A botched investigation and questionable evidence may have conspired to undo Bruno Hauptmann, but nothing worked against him as much as his ethnicity. He was a German national at a time when American's leftover antipathy toward the country that began the Great War was still prevalent. Perhaps worse, he was a German national at a time when the Nazi party and its presumptive leader Adolf Hitler had begun a new round of saber-rattling. And that ransom note. Gute? Who pronounces good that way other than a German?
Hatred, distrust, even fear of foreigners was growing, and the same nationalism that was fueling the Nazis and fascists in Europe was working its way through depression-ridden America. It was not a good time to be an immigrant, legal or otherwise—not a good time to speak another language, honor unusual customs, enjoy untraditional foods, or look different.

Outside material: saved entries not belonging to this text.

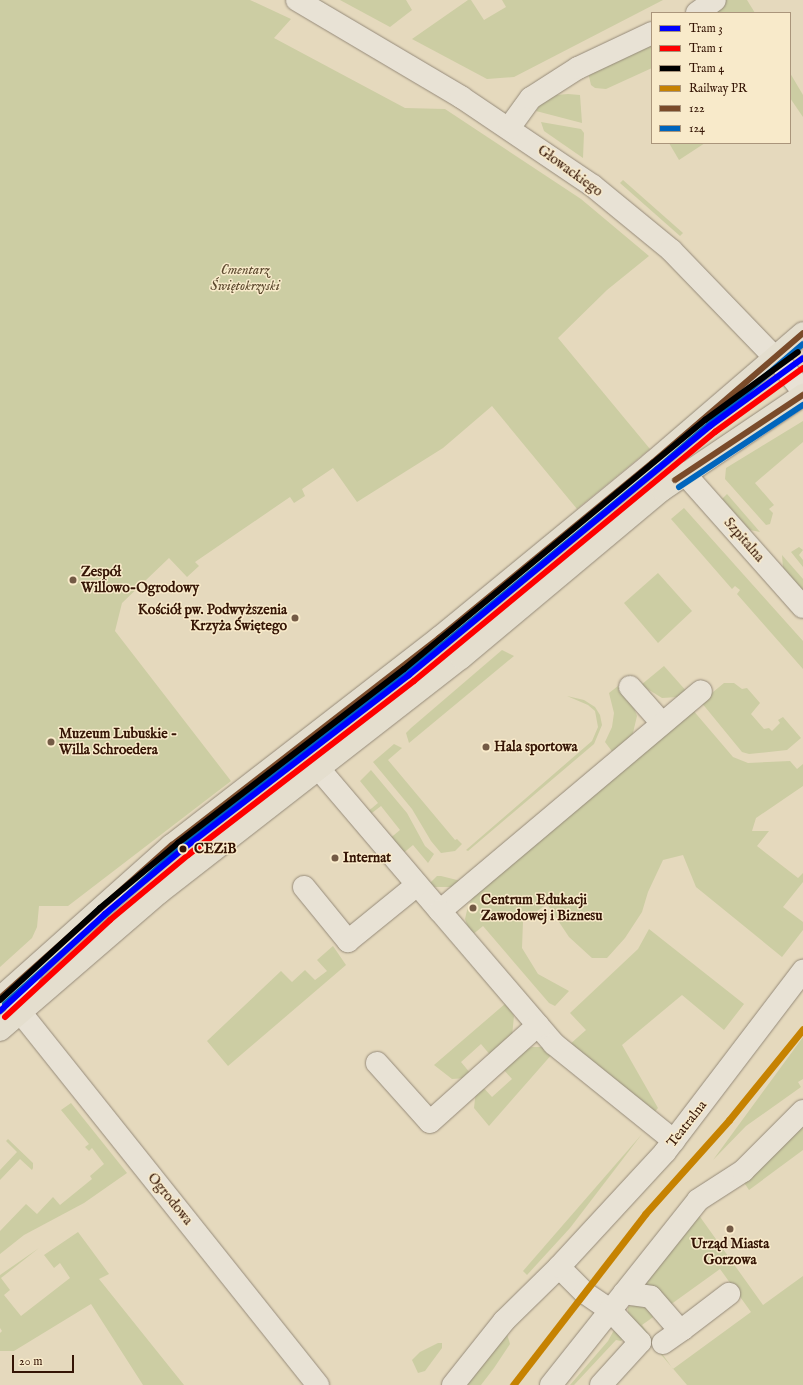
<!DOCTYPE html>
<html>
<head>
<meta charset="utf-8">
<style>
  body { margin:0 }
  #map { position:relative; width:803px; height:1385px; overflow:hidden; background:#e5d9bd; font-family:"IM FELL English",serif }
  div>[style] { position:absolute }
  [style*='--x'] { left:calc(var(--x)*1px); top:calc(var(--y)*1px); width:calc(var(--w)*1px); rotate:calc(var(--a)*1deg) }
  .green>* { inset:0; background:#cccda3 }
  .roads { filter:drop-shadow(0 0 1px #958a79) drop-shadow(0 0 1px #958a79) }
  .minor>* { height:22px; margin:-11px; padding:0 11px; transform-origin:11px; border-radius:11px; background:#e8e2d5 }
  .major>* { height:22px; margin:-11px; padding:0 11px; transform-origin:11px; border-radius:11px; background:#e4dece }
  .bus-1>* { height:6px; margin:-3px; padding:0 3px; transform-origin:3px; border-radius:3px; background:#7a4b2a }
  .bus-2>* { height:6px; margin:-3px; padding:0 3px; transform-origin:3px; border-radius:3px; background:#0065bd }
  .rail-1>* { height:7px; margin:-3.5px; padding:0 3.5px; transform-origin:3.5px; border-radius:3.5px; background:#c68201 }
  .tram-1>* { height:6px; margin:-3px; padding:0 3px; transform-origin:3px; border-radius:3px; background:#00f }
  .tram-2>* { height:6px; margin:-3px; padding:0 3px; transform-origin:3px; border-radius:3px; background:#f00 }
  .tram-3>* { height:6px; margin:-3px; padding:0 3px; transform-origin:3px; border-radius:3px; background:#000 }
  .dots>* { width:11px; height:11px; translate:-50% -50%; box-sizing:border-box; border:2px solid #f8eaca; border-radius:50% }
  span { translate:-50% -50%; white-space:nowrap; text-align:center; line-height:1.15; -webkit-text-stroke:3px #f8eaca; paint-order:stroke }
  .street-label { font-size:14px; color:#351505 }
  .park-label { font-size:14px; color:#5c492e; font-style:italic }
  .poi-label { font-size:14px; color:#351505; font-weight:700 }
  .left { translate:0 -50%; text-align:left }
  .right { translate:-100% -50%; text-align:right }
  .stop-label { font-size:14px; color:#351505; font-weight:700 }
  .legend { position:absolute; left:651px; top:12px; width:140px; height:132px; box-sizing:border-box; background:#f8eaca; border:1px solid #aa957b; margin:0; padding:5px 7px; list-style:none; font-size:12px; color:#351505 }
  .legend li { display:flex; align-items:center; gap:8px; height:20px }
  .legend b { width:20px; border:1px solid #aa957b }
  .scale { position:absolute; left:12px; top:1355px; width:62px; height:18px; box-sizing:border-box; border:2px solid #351505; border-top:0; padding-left:5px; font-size:12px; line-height:14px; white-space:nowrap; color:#351505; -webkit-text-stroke:3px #f8eaca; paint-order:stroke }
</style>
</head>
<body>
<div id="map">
  <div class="green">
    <i style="clip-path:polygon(0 0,250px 0,291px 19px,274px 38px,405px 108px,445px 109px,581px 199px,649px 256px,607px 290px,558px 338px,650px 449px,577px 509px,492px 406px,443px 448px,357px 502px,333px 468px,302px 489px,305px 496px,294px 503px,290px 497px,195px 562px,199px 566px,187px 577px,169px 558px,122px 603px,115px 631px,231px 781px,68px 906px,39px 906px,37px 927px,32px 938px,0 967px)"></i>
    <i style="clip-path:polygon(340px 0,406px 0,412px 10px,390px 27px)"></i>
    <i style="clip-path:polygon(468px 0,471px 0,484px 20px,506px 7px,502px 0,663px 0,514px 77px,487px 79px,412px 39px)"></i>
    <i style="clip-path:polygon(722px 0,747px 0,755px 13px,708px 13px)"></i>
    <i style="clip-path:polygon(652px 42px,652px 68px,606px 89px,595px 88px,591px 85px,588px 72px)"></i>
    <i style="clip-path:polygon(790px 73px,803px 95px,803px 117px,790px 98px)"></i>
    <i style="clip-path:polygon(568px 94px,580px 95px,582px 123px,536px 111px,540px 105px,556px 95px)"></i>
    <i style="clip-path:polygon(541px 122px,581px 129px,584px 133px,583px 158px,544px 131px)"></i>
    <i style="clip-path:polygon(669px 143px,705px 143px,679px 160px)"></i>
    <i style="clip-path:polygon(623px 180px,683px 233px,680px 236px,620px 183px)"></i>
    <i style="clip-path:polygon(803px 421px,803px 442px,755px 483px,774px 505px,769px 509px,773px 513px,770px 524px,766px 525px,725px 479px,726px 468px)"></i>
    <i style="clip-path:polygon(727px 494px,760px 532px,750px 530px,722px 499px)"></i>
    <i style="clip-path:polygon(684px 508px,803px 641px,803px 669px,737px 594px,740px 590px,735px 586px,732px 589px,671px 519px)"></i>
    <i style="clip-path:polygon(799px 547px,803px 550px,799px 555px,803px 560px,803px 567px,791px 552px)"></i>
    <i style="clip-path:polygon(782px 555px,803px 579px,803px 591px,783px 568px)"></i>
    <i style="clip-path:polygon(658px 573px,692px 611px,658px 643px,624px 603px)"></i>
    <i style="clip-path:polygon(502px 650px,514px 656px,409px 743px,406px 733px,411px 728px)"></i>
    <i style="clip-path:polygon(664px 666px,688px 693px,678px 697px,662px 698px,641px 685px)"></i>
    <i style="clip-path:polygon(724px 683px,734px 683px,742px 689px,747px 688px,760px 703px,751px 714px,764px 729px,769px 728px,772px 731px,780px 723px,778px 720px,783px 717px,801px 738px,787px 750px,749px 754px,742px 752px,701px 702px)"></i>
    <i style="clip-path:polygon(618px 686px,633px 705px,637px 716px,632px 737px,614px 754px,605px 742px,612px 727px,614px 713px,609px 693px)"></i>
    <i style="clip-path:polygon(567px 696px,584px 700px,595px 707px,600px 715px,602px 725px,594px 744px,468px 851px,466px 850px,592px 741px,598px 727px,595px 711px,588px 705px)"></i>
    <i style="clip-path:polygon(692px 709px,733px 757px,748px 763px,790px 761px,797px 769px,803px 764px,803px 786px,756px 818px,752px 831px,769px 831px,757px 846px,798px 878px,803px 873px,803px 882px,783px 907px,803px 922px,803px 930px,782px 957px,696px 887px,683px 855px,663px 860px,648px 892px,642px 912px,625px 938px,607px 958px,592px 958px,569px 937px,547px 904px,523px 921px,522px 948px,538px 974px,569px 991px,555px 1006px,549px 1003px,483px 926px,471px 936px,465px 919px,468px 906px,475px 893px)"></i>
    <i style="clip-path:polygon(394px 744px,402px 748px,388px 760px,455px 840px,457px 839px,462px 844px,455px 851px,441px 853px,431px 841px,412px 809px,373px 762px)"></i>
    <i style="clip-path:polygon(371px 770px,407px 813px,425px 846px,434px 854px,428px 863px,413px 845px,401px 855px,388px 840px,400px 830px,381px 806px,368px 816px,366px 813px,378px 803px,360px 781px)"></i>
    <i style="clip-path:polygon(437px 876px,441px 876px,461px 881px,456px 887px,434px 887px,429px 884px)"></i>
    <i style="clip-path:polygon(649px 929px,744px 1004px,724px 1030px,682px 995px,622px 1045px,658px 1108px,652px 1115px,569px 1045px,586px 1030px,570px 1013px,638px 949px)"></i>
    <i style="clip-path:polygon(333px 946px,346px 965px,228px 1066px,207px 1041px,281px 971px,292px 982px,305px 970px,315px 980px,327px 971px,317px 960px)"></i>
    <i style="clip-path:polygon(506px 1003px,514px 1016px,512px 1036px,491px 1056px,481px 1044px,461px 1062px,471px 1074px,466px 1078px,452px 1079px,434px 1065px)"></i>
    <i style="clip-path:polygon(803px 1037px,803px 1079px,798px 1082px,801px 1087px,746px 1126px,713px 1160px)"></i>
    <i style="clip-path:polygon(532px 1047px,541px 1047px,553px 1053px,489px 1126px,474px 1108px,476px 1090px,481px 1085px,492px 1097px,512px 1079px,502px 1068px,520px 1052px)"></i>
    <i style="clip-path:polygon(71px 1103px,127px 1173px,84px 1203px,24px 1235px,0 1254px,0 1231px,26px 1204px,37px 1214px,53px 1197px,60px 1205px,92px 1179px,90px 1176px,104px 1164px,92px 1148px,89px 1151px,85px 1147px,89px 1144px,61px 1110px)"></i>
    <i style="clip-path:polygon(803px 1122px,803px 1150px,749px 1190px,743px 1181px,698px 1214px,763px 1305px,803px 1276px,803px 1385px,687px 1385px,628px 1316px,628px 1307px,641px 1303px,656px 1315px,642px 1325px,673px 1369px,751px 1312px,720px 1269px,670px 1305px,641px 1280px,691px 1213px)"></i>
    <i style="clip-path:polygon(642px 1134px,570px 1228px,527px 1275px,523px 1271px)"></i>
    <i style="clip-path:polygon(8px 1139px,33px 1163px,33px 1168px,32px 1170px,20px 1159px,0 1180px,0 1170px,17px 1152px,6px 1141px)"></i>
    <i style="clip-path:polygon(78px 1232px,109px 1274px,99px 1279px,184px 1385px,143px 1385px,91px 1304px,14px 1351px,0 1351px,0 1333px,2px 1331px,0 1328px,0 1275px,39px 1248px,1px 1278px,10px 1290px,4px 1295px,21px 1316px,70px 1278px,60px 1263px,54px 1268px,44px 1255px)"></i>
    <i style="clip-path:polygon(614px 1330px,625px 1337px,621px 1341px,616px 1340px,574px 1385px,570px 1385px,608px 1341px)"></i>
    <i style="clip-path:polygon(507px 1334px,510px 1344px,494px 1368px,481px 1385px,467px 1385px)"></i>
    <i style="clip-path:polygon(438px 1343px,442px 1343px,442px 1348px,425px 1371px,418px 1373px,412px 1360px,420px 1352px)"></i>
  </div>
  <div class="roads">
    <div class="minor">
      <i style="--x:297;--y:0;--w:191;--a:30.6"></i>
      <i style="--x:461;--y:97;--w:159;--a:34"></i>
      <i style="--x:593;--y:186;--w:101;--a:39.4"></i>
      <i style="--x:671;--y:250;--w:161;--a:46"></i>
      <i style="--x:783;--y:366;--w:33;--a:52"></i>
      <i style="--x:697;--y:13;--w:22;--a:-36"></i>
      <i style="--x:509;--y:128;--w:37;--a:-54"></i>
      <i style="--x:531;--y:98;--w:56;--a:-32.6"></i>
      <i style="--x:578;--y:68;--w:82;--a:-25.3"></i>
      <i style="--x:684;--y:473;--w:179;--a:48.4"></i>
      <i style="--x:630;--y:687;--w:47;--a:48.5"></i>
      <i style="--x:319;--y:769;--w:187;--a:49.6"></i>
      <i style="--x:440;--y:911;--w:341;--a:-40.1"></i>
      <i style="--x:304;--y:887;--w:70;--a:50.8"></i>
      <i style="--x:348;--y:941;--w:89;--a:-39.1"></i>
      <i style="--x:440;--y:911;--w:175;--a:49.4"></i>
      <i style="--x:554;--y:1044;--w:154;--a:38.9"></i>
      <i style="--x:32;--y:971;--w:27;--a:121"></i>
      <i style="--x:18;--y:994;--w:12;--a:95"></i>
      <i style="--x:17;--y:1006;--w:8;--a:60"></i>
      <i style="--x:21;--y:1013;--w:476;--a:51.4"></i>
      <i style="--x:377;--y:1063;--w:79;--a:48.1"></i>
      <i style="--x:430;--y:1122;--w:145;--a:-41.9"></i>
      <i style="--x:559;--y:1267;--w:37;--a:45"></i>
      <i style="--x:585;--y:1293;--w:30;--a:34"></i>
      <i style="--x:610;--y:1310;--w:44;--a:46.8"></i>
      <i style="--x:640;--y:1342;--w:58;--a:132.2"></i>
      <i style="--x:624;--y:1293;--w:27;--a:8"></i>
      <i style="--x:651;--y:1297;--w:37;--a:49"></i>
      <i style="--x:675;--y:1325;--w:9;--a:27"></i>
      <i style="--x:683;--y:1329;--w:58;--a:-37.3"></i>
      <i style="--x:663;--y:1343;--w:24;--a:-35"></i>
      <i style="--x:453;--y:1385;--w:82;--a:-51.4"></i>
      <i style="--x:504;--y:1321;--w:77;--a:-44.5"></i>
      <i style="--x:559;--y:1267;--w:156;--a:-47.3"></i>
      <i style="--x:665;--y:1152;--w:228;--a:-52.7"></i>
      <i style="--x:551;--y:1385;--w:236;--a:-51.5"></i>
      <i style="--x:698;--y:1200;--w:54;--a:-32.8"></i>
      <i style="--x:743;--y:1171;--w:85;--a:-45"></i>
    </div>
    <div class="major">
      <i style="--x:0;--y:998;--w:230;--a:-41.7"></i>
      <i style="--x:172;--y:845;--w:338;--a:-37.8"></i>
      <i style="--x:439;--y:638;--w:276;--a:-39.4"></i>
      <i style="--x:652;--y:463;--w:199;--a:-40.7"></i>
      <i style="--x:0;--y:1030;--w:211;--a:-40.8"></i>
      <i style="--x:160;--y:892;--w:381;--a:-37.9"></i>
      <i style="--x:461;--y:658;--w:262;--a:-39.9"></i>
      <i style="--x:662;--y:490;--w:170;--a:-34"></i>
    </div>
  </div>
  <div class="bus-1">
    <i style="--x:675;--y:480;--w:154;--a:-33.6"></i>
    <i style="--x:0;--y:998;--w:230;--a:-41.7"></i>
    <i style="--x:172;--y:845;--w:338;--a:-37.8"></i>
    <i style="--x:439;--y:638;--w:276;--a:-39.4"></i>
    <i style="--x:652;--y:463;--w:199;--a:-40.7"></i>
  </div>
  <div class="bus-2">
    <i style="--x:679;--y:487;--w:149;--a:-33.5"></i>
    <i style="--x:5;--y:1004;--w:230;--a:-41.7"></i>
    <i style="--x:177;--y:851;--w:338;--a:-37.8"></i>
    <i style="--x:444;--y:644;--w:276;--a:-39.4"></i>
    <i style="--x:657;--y:469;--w:192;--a:-40.6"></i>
  </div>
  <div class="rail-1">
    <i style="--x:513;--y:1385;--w:216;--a:-52.3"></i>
    <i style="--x:645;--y:1214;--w:126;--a:-48.2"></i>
    <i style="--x:729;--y:1120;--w:117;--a:-50.9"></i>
  </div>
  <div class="tram-1">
    <i style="--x:0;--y:1011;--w:143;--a:-42.7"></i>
    <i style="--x:105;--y:914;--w:102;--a:-39.8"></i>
    <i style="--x:183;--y:849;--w:285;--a:-37.6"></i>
    <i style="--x:409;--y:675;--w:391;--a:-39.6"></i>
    <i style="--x:710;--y:426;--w:115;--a:-36.2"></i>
  </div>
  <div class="tram-2">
    <i style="--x:5;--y:1017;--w:143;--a:-42.7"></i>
    <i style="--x:110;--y:920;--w:102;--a:-39.8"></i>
    <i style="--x:188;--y:855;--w:285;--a:-37.6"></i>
    <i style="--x:414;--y:681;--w:391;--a:-39.6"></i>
    <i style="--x:715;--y:432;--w:109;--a:-36"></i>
  </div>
  <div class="tram-3">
    <i style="--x:0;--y:1000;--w:136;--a:-42.6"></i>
    <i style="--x:100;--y:908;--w:102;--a:-39.8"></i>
    <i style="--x:178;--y:843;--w:285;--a:-37.6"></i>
    <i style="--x:404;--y:669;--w:391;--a:-39.6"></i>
    <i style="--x:705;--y:420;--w:115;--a:-36.2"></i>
  </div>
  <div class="dots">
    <i style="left:73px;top:580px;background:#735a45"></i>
    <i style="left:295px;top:618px;background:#735a45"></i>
    <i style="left:51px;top:742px;background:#735a45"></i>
    <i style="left:486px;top:747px;background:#735a45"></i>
    <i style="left:183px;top:849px;background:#351505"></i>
    <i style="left:335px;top:858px;background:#735a45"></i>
    <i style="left:473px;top:908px;background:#735a45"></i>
    <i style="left:730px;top:1229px;background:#735a45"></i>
  </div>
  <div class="street-label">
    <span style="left:570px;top:171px;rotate:36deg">Głowackiego</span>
    <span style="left:744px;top:540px;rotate:49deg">Szpitalna</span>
    <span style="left:687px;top:1124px;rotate:-52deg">Teatralna</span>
    <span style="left:170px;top:1199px;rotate:51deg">Ogrodowa</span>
  </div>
  <div class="park-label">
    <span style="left:245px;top:278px">Cmentarz<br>Świętokrzyski</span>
  </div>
  <div class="poi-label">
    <span class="left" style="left:81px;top:580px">Zespół<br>Willowo-Ogrodowy</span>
    <span class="right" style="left:287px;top:618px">Kościół pw. Podwyższenia<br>Krzyża Świętego</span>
    <span class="left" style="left:59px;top:742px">Muzeum Lubuskie -<br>Willa Schroedera</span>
    <span class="left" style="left:494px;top:747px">Hala sportowa</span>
    <span class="left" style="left:343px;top:858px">Internat</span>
    <span class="left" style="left:481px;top:908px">Centrum Edukacji<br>Zawodowej i Biznesu</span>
    <span style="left:730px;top:1252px">Urząd Miasta<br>Gorzowa</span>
  </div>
  <div class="stop-label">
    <span class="left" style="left:194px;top:849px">CEZiB</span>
  </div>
  <ul class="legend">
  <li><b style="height:5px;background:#00f"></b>Tram 3</li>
  <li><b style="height:5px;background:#f00"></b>Tram 1</li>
  <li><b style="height:5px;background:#000"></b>Tram 4</li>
  <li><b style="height:5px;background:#c68201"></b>Railway PR</li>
  <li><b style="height:5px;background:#7a4b2a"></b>122</li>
  <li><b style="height:5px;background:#0065bd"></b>124</li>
  </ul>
  <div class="scale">20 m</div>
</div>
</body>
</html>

It's unlikely that any Central American refugees seeking a new start in today's America have ever heard of Lindbergh or Hauptmann. If they had, they'd have a better idea of why refugees can be tear-gassed at the border, why children can be ripped from their parents, and why—when two of them like Jakelin Caal Felipe Gómez Alonzo die in custody—a politician like Iowa's Steve King can laud the record of ICE, while others who share his same warped viewpoint seem to accept the incidents as collateral damage.
Individual lives—and the lives of nations—move forward by fits and starts. Maybe in this new year America can start moving forward again instead of retreating to an often shameful past.